Fighters of the Islamic State of Iraq in Syria parade in Tel Abyad. Syrian rebels' uneasy co-existence with the hardline Isis has turned to outright hostility. (Reuters) Fighters of the Islamic State of Iraq in Syria parade in Tel Abyad. Syrian rebels' uneasy co-existence with the hardline Isis has turned to outright hostility. (Reuters)

Fighters of the Islamic State of Iraq in Syria parade in Tel Abyad. Syrian rebels' uneasy co-existence with the hardline Isis has turned to outright hostility. (Reuters)

Katie Sanders
By Katie Sanders June 27, 2014

It feels a little like 2003 lately, with Iraq in crisis and former Vice President Dick Cheney arguing for a muscular intervention to thwart the rise of violent anti-American extremists.

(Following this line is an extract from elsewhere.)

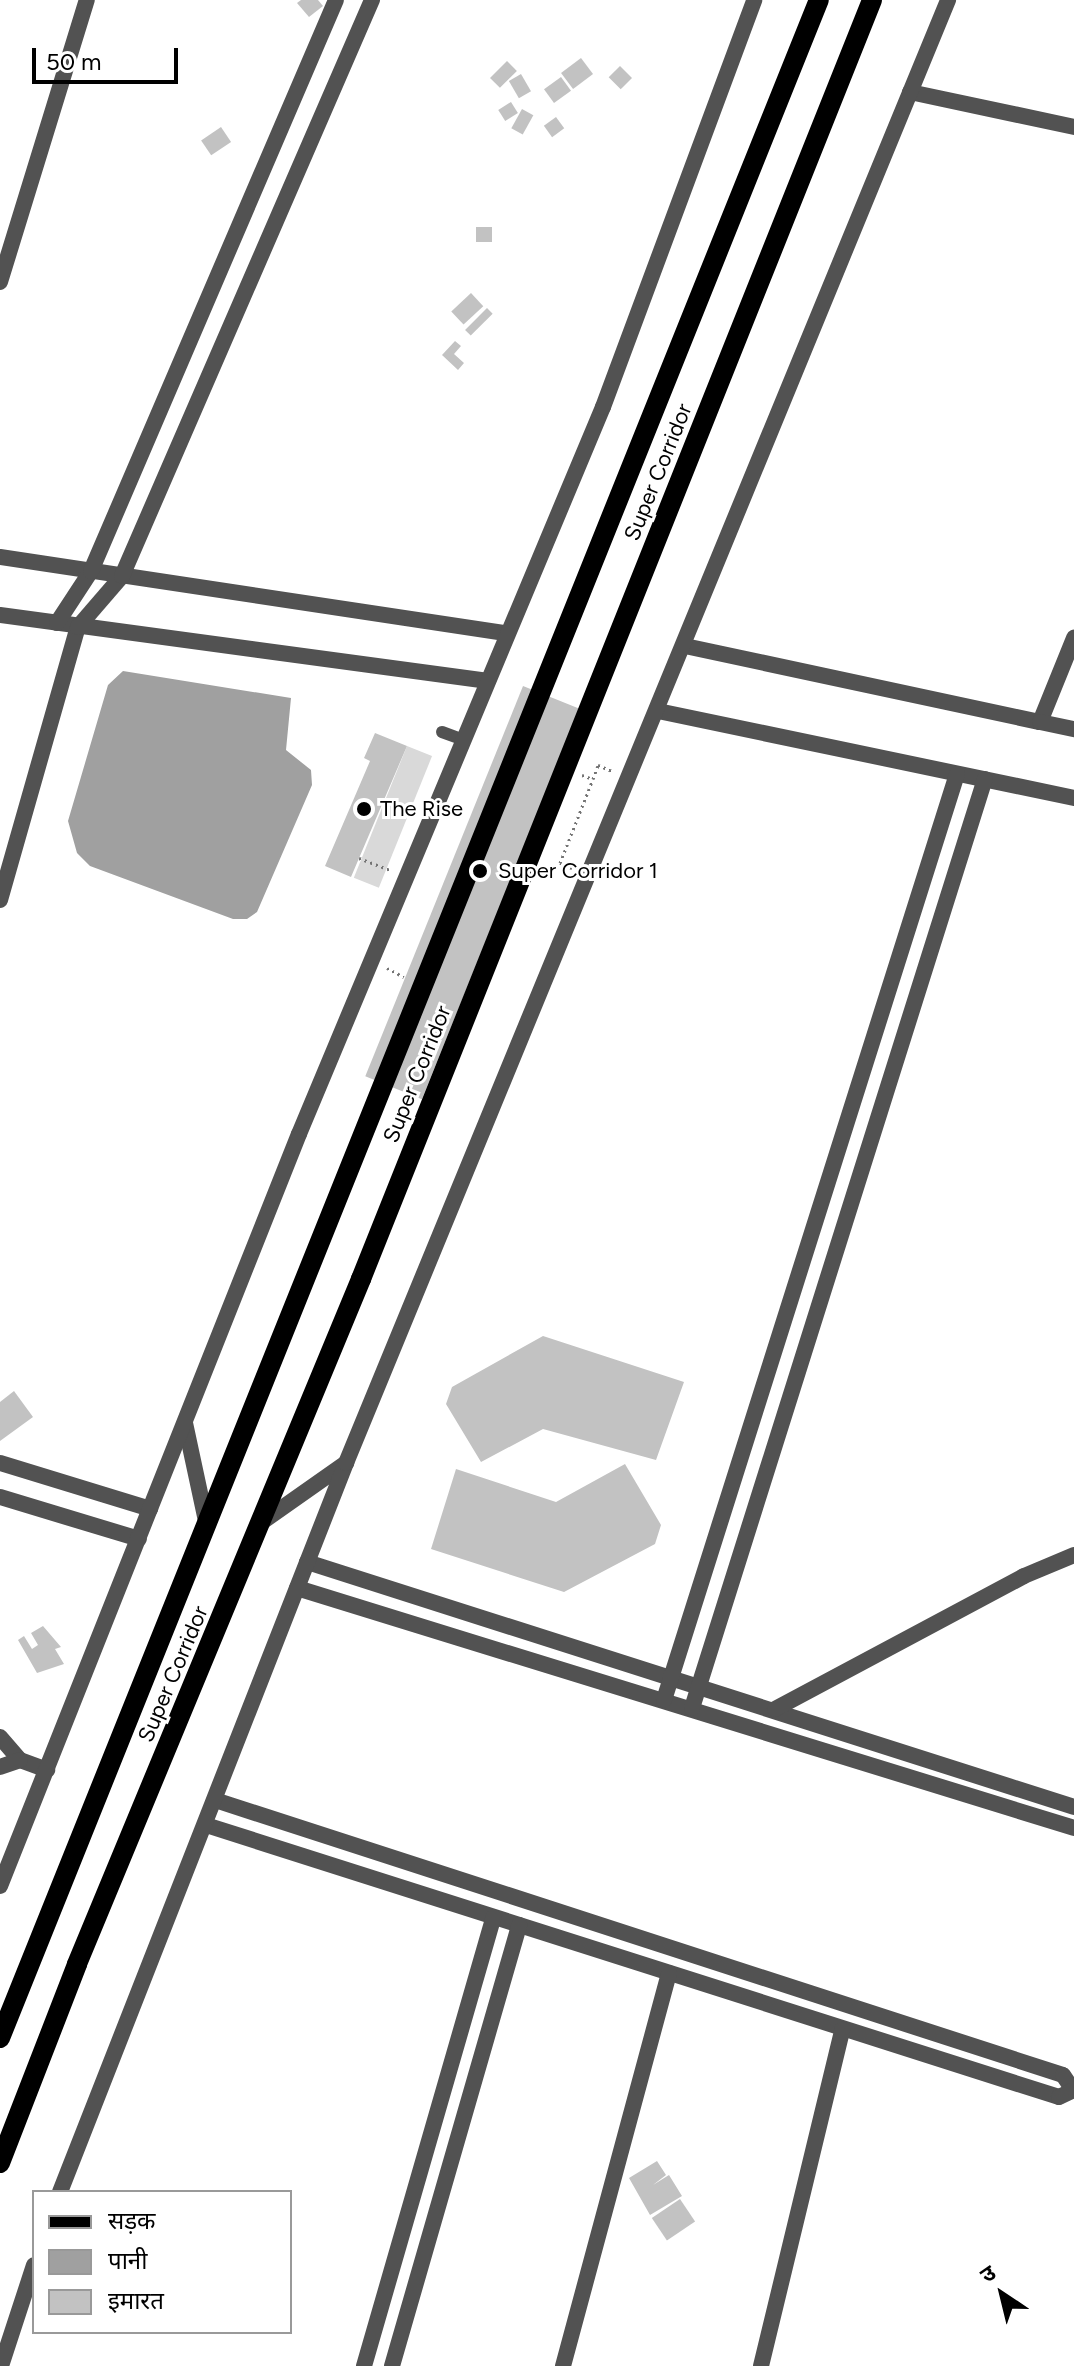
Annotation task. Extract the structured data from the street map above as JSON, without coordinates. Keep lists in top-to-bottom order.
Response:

PolitiFact and PunditFact examined several claims about the country’s latest predicament with the Islamic State of Syria and Iraq, or ISIS.

Cheney wasn’t the only pundit whose claims needed a history lesson.

Cheney: Obama said terrorism ‘solved’ with bin Laden’s death

Cheney chased his attention-grabbing Wall Street Journal op-ed eviscerating President Barack Obama’s foreign policy with some TV appearances interviews, saying on ABC This Week that the Obama administration is not willing to recognize the problem at hand.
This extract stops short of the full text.